Entretien avec Rahul Markovits, nouveau directeur du département d'histoire de l'ENS-PSL
Rahul Markovits est directeur du département d'histoire de l'ENS-PSL depuis la rentrée 2025. Afin d'en savoir plus sur son poste et ses missions, nous lui avons posé quelques questions. Quelles ambitions a-t-il pour ce département ? Pourquoi inciter les étudiantes et étudiants à se spécialiser en histoire ? Quelles sont les spécificités du département d'histoire ? Réponses dans cet entretien.
Pouvez-vous retracer votre parcours ?
Rahul Markovits : J’ai suivi un parcours très classique. Après deux années de classes préparatoires, j’ai été reçu au concours A/L en 2000. L’agrégation d’histoire en poche, j’ai commencé une thèse en 2005 à l’université Paris-1 Panthéon-Sorbonne. Je l’ai soutenue en 2010, année où j’ai eu la chance d’être recruté à l’ENS comme ATER avant d’être élu maître de conférences en 2012. Une année de lectorat à l’université de Toronto et une bourse de recherche doctorale à l’Institut d’histoire européenne de Mayence m’ont aussi ouvert d’autres horizons.
Pourquoi avez-vous choisi d’enseigner l'histoire et quels sont vos sujets de recherche dans cette discipline ?

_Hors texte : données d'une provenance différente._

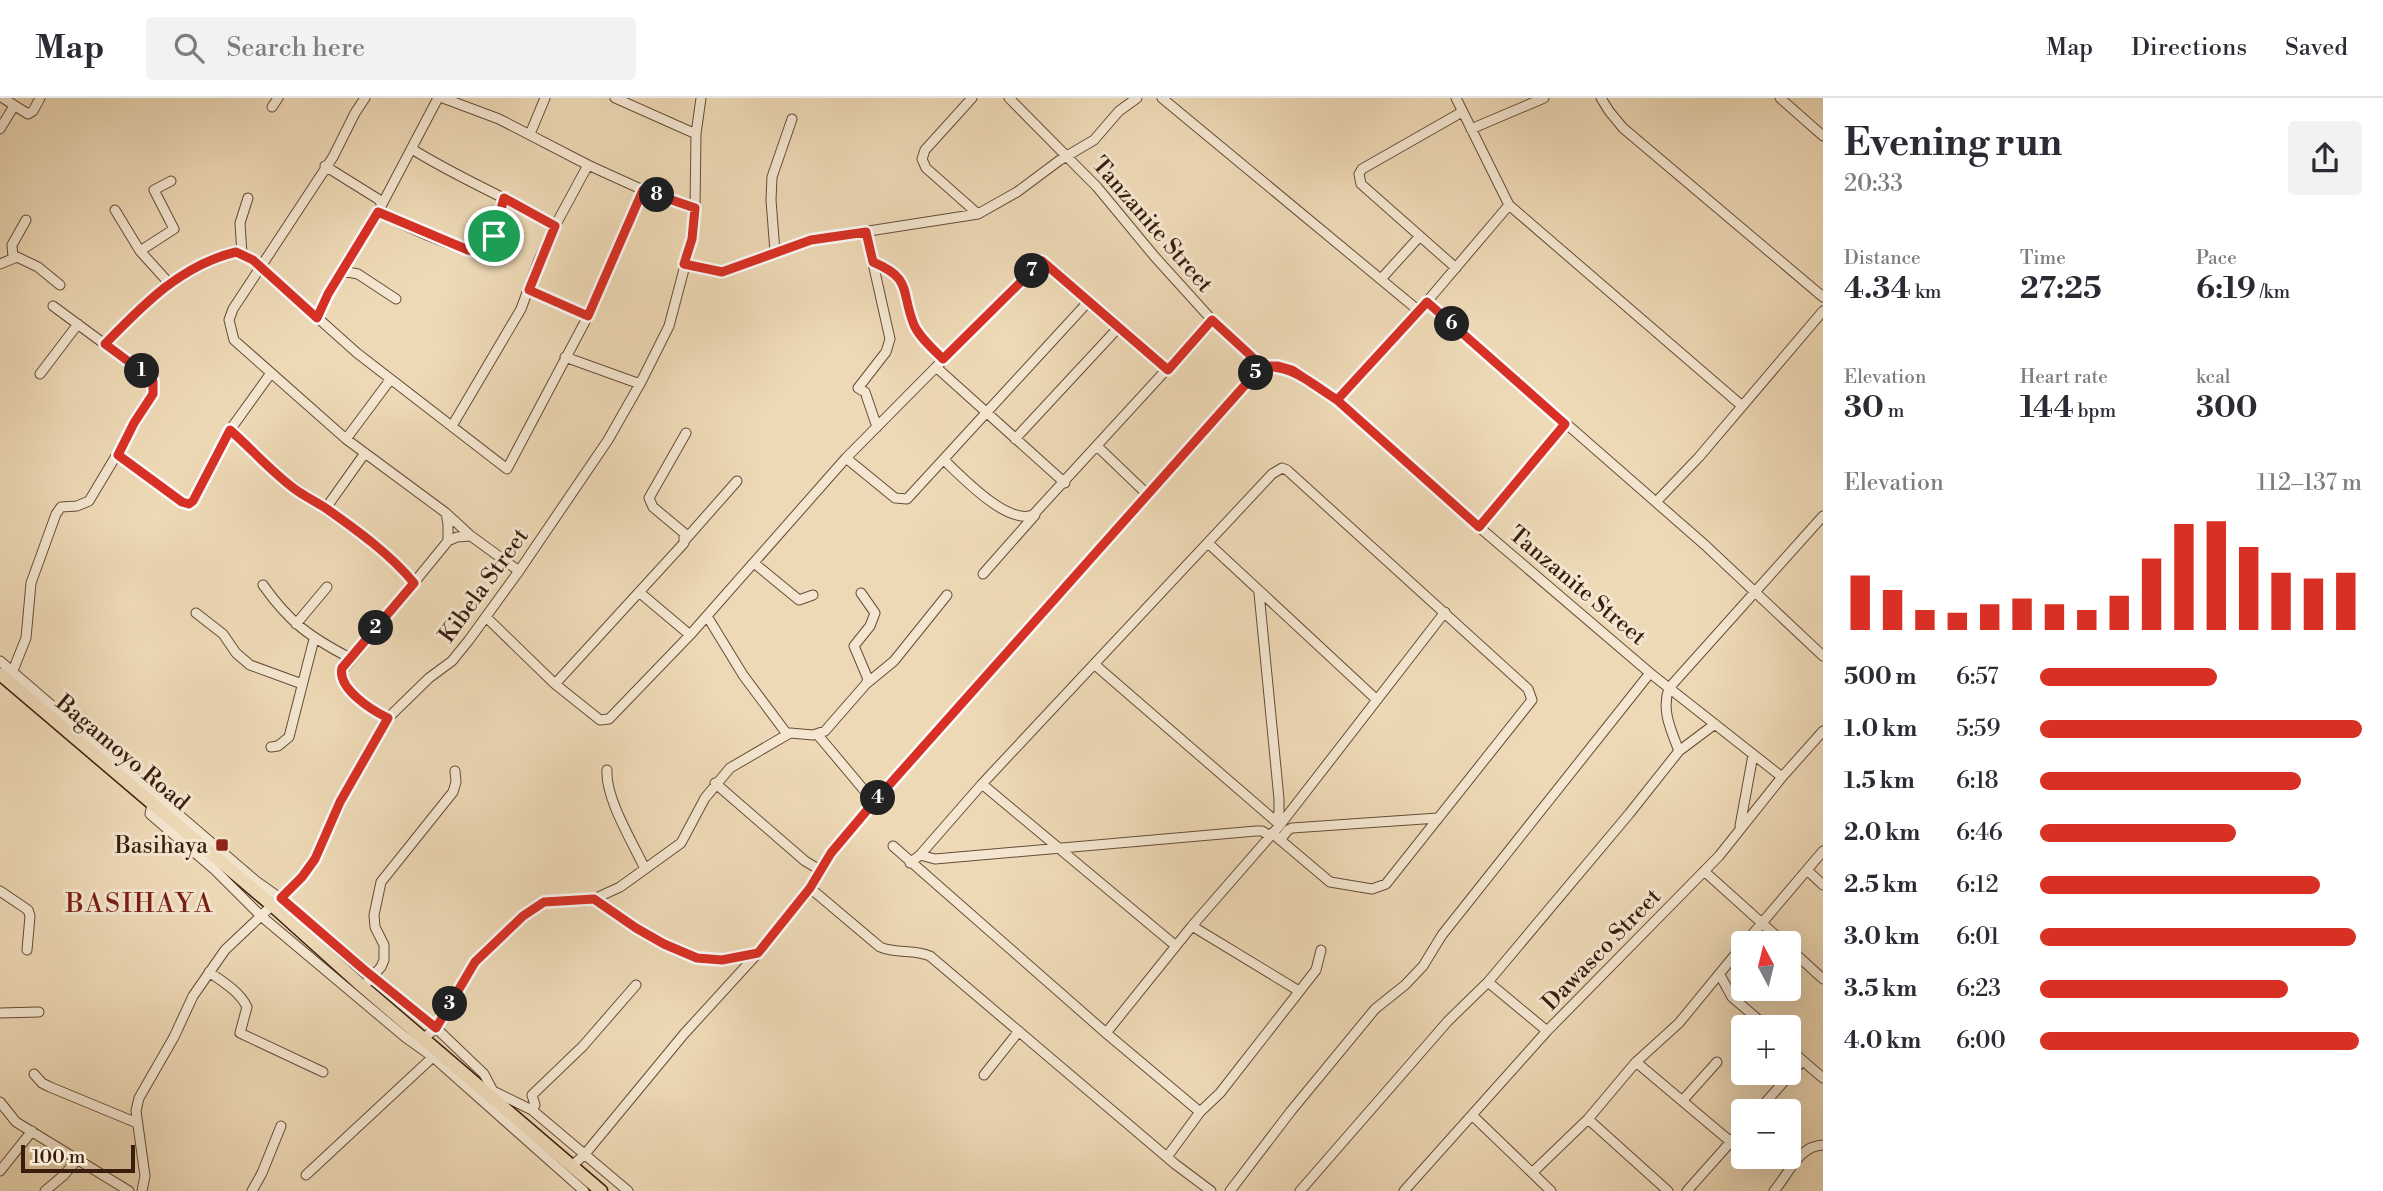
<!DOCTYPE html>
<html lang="en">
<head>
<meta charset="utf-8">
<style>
	body { margin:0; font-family:"Libre Bodoni",serif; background:#f2f2f3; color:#2b2b33; height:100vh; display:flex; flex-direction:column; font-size:26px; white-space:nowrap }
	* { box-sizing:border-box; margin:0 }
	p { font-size:23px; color:#7c7c81 }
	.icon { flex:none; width:38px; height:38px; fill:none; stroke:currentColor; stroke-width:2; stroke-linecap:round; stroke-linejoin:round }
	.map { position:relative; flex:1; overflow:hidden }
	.drawer { display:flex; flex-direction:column; background:#fff; width:560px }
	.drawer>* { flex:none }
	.needle { width:46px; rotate:353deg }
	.controls { position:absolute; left:1731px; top:833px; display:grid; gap:14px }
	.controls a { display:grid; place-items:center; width:70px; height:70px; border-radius:7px; background:#fff; box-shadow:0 7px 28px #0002; font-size:35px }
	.scale { position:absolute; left:21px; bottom:18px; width:114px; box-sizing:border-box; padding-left:7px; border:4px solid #391d0e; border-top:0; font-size:19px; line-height:24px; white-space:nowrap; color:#391d0e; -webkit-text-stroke:5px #f4e6d0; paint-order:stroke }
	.pin { position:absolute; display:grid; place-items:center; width:60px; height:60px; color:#fff; margin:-30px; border:4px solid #fff; border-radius:50%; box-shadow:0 2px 7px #0007 }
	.km { position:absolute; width:35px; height:35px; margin:-18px; border-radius:50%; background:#222; color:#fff; font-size:19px; line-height:35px; text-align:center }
	.round { display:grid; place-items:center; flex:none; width:74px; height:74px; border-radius:7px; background:#f2f2f3 }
	.overview { display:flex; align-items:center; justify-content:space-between; height:119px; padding:0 21px }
	h1 { font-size:38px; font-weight:800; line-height:52px }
	.stats { display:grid; grid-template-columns:repeat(3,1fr); gap:10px; height:119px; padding:7px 21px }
	.stats div { display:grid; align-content:center }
	.stats b { font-size:30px; font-weight:800 }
	.stats small { font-size:19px; font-weight:400 }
	.stats p { font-size:19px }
	.chart { height:196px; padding:14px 21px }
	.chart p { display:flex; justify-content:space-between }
	.chart svg { width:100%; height:126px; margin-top:7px; stroke:#d93025; stroke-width:6 }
	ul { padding:0 21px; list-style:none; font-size:23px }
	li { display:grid; grid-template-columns:112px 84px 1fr; align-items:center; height:52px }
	li i { height:18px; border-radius:9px; background:#d93025 }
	header { display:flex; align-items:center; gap:42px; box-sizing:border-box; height:98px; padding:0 35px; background:#fff; border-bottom:2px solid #e1e1e2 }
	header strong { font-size:33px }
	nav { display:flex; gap:38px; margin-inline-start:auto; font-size:24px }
	.search { width:490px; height:63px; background:#f2f2f3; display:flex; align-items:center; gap:18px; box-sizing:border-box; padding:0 24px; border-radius:7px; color:#7c7c81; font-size:26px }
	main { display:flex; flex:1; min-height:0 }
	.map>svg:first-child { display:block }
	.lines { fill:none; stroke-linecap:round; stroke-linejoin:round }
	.minor-casing { stroke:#664c38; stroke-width:11 }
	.highway-casing { stroke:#391d0e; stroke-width:15 }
	.minor { stroke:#f4e6d0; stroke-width:9 }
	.highway { stroke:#eed9b6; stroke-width:12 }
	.route-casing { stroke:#fff; stroke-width:14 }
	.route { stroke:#d93025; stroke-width:9 }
	.poi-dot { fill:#8f2418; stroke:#f4e6d0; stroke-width:2.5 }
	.labels { text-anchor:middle; stroke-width:6; stroke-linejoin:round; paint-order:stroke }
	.street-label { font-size:23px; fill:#391d0e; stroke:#f4e6d0 }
	.poi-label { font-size:23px; fill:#391d0e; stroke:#f4e6d0; text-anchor:end }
	.quarter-label { font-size:26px; letter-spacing:2px; fill:#7a1f14; stroke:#f4e6d0 }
</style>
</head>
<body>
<header>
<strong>Map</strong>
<div class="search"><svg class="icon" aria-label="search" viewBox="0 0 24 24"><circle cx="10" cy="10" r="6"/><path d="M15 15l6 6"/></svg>Search here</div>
<nav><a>Map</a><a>Directions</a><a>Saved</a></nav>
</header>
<main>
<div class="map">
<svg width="1823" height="1093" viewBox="0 0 1823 1093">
	<rect width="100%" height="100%" fill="#eed9b6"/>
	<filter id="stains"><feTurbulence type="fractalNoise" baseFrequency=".00286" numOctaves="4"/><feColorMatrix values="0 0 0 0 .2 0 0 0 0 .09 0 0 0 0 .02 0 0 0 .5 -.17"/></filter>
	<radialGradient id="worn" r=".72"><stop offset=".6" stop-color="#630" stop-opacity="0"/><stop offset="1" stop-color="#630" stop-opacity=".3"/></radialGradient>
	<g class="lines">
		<!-- minor casing -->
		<g class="minor-casing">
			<path id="minor" d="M3 0 28 16 33 13 40 0
				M365 0 355 15 333 59 233 211 229 222 234 242 346 341 446 415 471 438 519 473
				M443 0 499 21 588 67 643 92 695 110
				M615 0 696 36
				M972 0 925 52 922 61 926 70 978 116
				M1009 0 1097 89 1155 159 1212 222 1262 268H1278L1292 272 1337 302 1479 429 1650 575 1782 679
				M1162 0 1419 213
				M1456 0 1509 107 1741 307
				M1601 0 1609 13 1623 30 1823 199
				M1780 0 1823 38
				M272 9 278 0
				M0 31 14 8
				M1471 31 1544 0
				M530 36 545 0
				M412 51C458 80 508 100 555 128
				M325 68 378 101 382 106
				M115 112 140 153 169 185
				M378 114C402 126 464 157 487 153L494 138 504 100
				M866 134 890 241 886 254 858 290 865 294 877 329
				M140 153 174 131 154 92 171 83
				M775 154 771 102 772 79 792 21
				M242 156 240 125 248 100
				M13 159 12 147 26 122
				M873 164C913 182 900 192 914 226 920 240 933 251 943 261
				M0 166 17 159 38 169 60 187
				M684 166 722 174 811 142 978 116 1017 94 1060 62 1094 42 1119 13 1137 0
				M1456 170 1361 86 1359 76 1362 71 1462 14
				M342 173 358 176 396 201
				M1381 181 1420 138
				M529 192 588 218
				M1427 204 1705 447 1823 558
				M317 220 328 196 378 114 438 0
				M105 246C139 211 171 176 217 160 224 158 231 154 238 155 243 156 248 159 253 162L357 255 507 371 588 218 643 92
				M565 259 640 286
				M936 269 1065 385
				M40 276 78 226
				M1337 302 1419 213 1509 107
				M452 328 521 211 539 162 555 128 588 67
				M230 332 254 353 275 375 372 445 398 466 414 485
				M346 341 390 282
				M1015 341 1118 230
				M1098 349 1148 397
				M118 357 182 404 191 405 230 332 271 275
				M846 360 895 400 907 401 1088 204
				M944 362C962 379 1007 427 1033 417L1212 222
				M1656 404 1699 359 1823 213
				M326 410 365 355
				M1479 429 1565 326
				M685 442 737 383
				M448 443 457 439 471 438
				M1208 445 1377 602
				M754 465 799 502 813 497
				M983 476 1035 417
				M263 487C290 525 310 539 350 560
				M639 494 690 537
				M1259 495 1279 701V714L1276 722
				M196 515 223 536 236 555 250 567 302 586
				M707 518 743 577 787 636
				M486 519 555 586 600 622 609 621 690 537 846 360 1042 162 1168 272
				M296 526 327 489
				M0 563 256 783 280 800 436 930 484 976 493 993 532 1012 628 1093
				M1094 566 1280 727
				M12 575 26 540 31 485 56 416 61 409 77 408 89 403 153 296C154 288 153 284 148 278L53 208
				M555 586 684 445V435L653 409 649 400 686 335
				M866 586 894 563 947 497
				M388 620C372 613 341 593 341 574L448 443V426L446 415
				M817 636 874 704
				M271 649 278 648 289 639 314 541
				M1679 653C1671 632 1661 612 1669 590L1823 418
				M607 672C605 700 633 745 645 771
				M715 685 805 763 820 772
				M982 686 1176 848
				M152 707 150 716 215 772 261 818 405 939 433 959 584 1093
				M1740 728 1753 657
				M1280 742 1288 732 1292 730 1438 720
				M893 748 1106 935 1200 1014
				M920 757 935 761 1256 733H1262L1270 738
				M910 765 920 757 982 686 1272 376 1282 370 1287 372 1528 591 1532 602 1386 786 1372 791 1330 784 1272 735
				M1807 772 1823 787
				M1704 773 1784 845
				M810 790 880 849C896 856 914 851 930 858L1175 1066 1211 1093
				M0 793 28 812 30 818 27 852
				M594 801C619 821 666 853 698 860 718 864 738 860 757 855
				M1192 828 1299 893
				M1745 845 1823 753
				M1788 849 1823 881
				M209 874C223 884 239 893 247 909L240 935 323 974
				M1720 877 1732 899 1767 929
				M1488 884 1547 933
				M363 889 381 869 384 862V847L375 829 374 817 381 784 453 694 456 684 455 673
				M0 915 39 914
				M1106 935 1192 828 1280 727 1445 514
				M424 940 436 930 475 864 523 818 544 804 563 802 583 803 594 801 620 789 681 745 705 700 730 670 790 635 813 637 825 633 866 586 868 581 854 548 870 528 875 515 861 495
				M1788 950 1823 980
				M1636 964 1731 1044
				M34 976 42 985 50 989 137 1025
				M984 977 1019 933
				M1683 1002 1717 964
				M0 1004 16 1024 129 1093
				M532 1012 535 1007 532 997 583 948 636 887
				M1758 1013 1802 963
				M1473 1018 1551 1093
				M1588 1021 1668 1093
				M1167 1059 1200 1014 1220 995 1316 872 1321 852
				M573 1067 585 1056 684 936 758 855 810 790 831 755 874 704 1262 268
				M0 1073 32 1033
				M1532 1075 1588 1021 1636 964 1679 925 1743 847
				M306 1077 435 957
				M45 1093 64 1077 77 1062
				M142 1093 145 1078 136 1013 139 1000 174 939 193 898 225 852 302 779 315 761 352 681 388 620 429 580 452 563 469 542 519 473 608 342 641 284 669 228 692 141 695 110 696 36 701 0
				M252 1093 262 1075 281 1028
				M1230 1093 1291 1013 1375 911 1405 887 1423 868 1442 837 1650 575
				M1300 1093 1448 923 1488 884 1629 716 1679 653 1715 626
				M1404 1093 1547 933 1719 758 1782 679 1823 633
				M1687 1093 1743 1030
				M1774 1093C1789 1076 1798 1048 1823 1047"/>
		</g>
		<!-- highway casing -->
		<g class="highway-casing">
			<path id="highway" d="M0 576 273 808 363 889 601 1093"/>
		</g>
		<!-- minor -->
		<use href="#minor" class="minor"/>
		<!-- highway -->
		<use href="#highway" class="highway"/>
	</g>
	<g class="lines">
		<!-- route casing -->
		<g class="route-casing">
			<path id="route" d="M494 138 487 153 479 154 468 152 378 114 328 196 317 220 253 162 236 154C181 167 143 207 105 246L148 278 153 283V296L134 325 118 357 182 404 189 406 193 403 230 332C254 353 274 377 299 394 308 400 318 405 327 411 358 433 390 456 414 485L342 570C337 590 371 612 388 620L340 704 315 761 302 779 281 800 362 870 436 930 475 864 523 818 544 804 594 801 636 830 664 846 697 860 722 862 758 855 810 790 831 755 874 704 1262 268H1278L1292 272 1337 302 1479 429 1565 326 1427 204 1337 302C1311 285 1294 268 1262 268L1212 222 1168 272 1042 163 943 261C933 251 920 240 914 227 900 192 913 181 873 164L866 134 811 142 722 174 684 166 692 141 695 110 643 92 588 218 529 192 555 128 504 100 494 138"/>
		</g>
		<!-- route -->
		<use href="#route" class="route"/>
	</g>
	<!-- markers -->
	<rect class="poi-dot" x="215" y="740" width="14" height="14" rx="3.5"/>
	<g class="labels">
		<!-- street labels -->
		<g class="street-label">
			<text transform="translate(1153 126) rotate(49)" y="8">Tanzanite Street</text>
			<text transform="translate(483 487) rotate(-54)" y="8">Kibela Street</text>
			<text transform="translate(1578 487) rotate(40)" y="8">Tanzanite Street</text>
			<text transform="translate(123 654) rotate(40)" y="8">Bagamoyo Road</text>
			<text transform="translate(1601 851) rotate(-46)" y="8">Dawasco Street</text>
		</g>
		<!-- poi labels -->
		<g class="poi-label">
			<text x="208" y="755">Basihaya</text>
		</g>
		<!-- quarter labels -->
		<g class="quarter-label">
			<text x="140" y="814">BASIHAYA</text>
		</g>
	</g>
	<rect width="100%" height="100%" filter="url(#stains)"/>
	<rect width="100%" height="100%" fill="url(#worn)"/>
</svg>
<div class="controls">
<a><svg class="needle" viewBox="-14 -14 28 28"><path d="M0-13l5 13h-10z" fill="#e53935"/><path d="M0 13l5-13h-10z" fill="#7c7c81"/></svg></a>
<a>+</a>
<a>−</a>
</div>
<div class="scale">100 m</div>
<div class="pin" style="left:494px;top:138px;background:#1e9e55"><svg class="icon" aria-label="arrive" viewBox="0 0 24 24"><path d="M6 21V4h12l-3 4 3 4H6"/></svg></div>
<b class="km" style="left:142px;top:273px">1</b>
<b class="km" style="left:376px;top:530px">2</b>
<b class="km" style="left:450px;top:906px">3</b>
<b class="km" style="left:878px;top:700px">4</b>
<b class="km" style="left:1256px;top:275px">5</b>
<b class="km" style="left:1452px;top:226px">6</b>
<b class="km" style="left:1032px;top:173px">7</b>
<b class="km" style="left:657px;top:97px">8</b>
</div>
<section class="drawer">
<div class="overview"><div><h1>Evening run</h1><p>20:33</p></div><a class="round"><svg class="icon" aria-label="share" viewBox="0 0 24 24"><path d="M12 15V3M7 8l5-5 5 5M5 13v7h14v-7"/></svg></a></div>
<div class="stats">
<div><p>Distance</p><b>4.34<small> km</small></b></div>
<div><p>Time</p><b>27:25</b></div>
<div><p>Pace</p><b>6:19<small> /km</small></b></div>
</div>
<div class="stats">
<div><p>Elevation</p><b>30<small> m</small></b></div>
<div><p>Heart rate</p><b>144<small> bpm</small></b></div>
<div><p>kcal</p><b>300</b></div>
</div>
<div class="chart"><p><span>Elevation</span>112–137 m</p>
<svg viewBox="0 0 160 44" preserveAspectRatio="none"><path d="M5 44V25M15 44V30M25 44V37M35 44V38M45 44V35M55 44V33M65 44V35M75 44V37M85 44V32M95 44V19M105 44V7M115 44V6M125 44V15M135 44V24M145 44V26M155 44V24"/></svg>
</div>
<ul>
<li><b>500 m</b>6:57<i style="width:55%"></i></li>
<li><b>1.0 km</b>5:59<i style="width:100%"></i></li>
<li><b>1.5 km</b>6:18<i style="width:81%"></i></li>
<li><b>2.0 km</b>6:46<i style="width:61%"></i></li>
<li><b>2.5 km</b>6:12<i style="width:87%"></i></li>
<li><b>3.0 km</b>6:01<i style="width:98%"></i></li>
<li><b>3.5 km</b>6:23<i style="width:77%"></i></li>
<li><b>4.0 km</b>6:00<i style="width:99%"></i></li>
</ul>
</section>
</main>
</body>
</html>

Rahul Markovits : Selon moi, l’attrait de l’histoire comme discipline intellectuelle réside dans l'équilibre qu’elle offre entre étude empirique et élaboration conceptuelle. Notre travail consiste à collecter des documents, plus ou moins inédits, et à les agencer en un récit ou une démonstration, en dialogue avec d’autres travaux en histoire et en sciences sociales. Aujourd’hui plus que jamais sans doute, alors qu'elle fait l’objet d’instrumentalisations tous azimuts, l’histoire est en prise directe avec le monde et ses enjeux - mais elle permet aussi de prendre une distance salutaire par rapport aux injonctions du présent.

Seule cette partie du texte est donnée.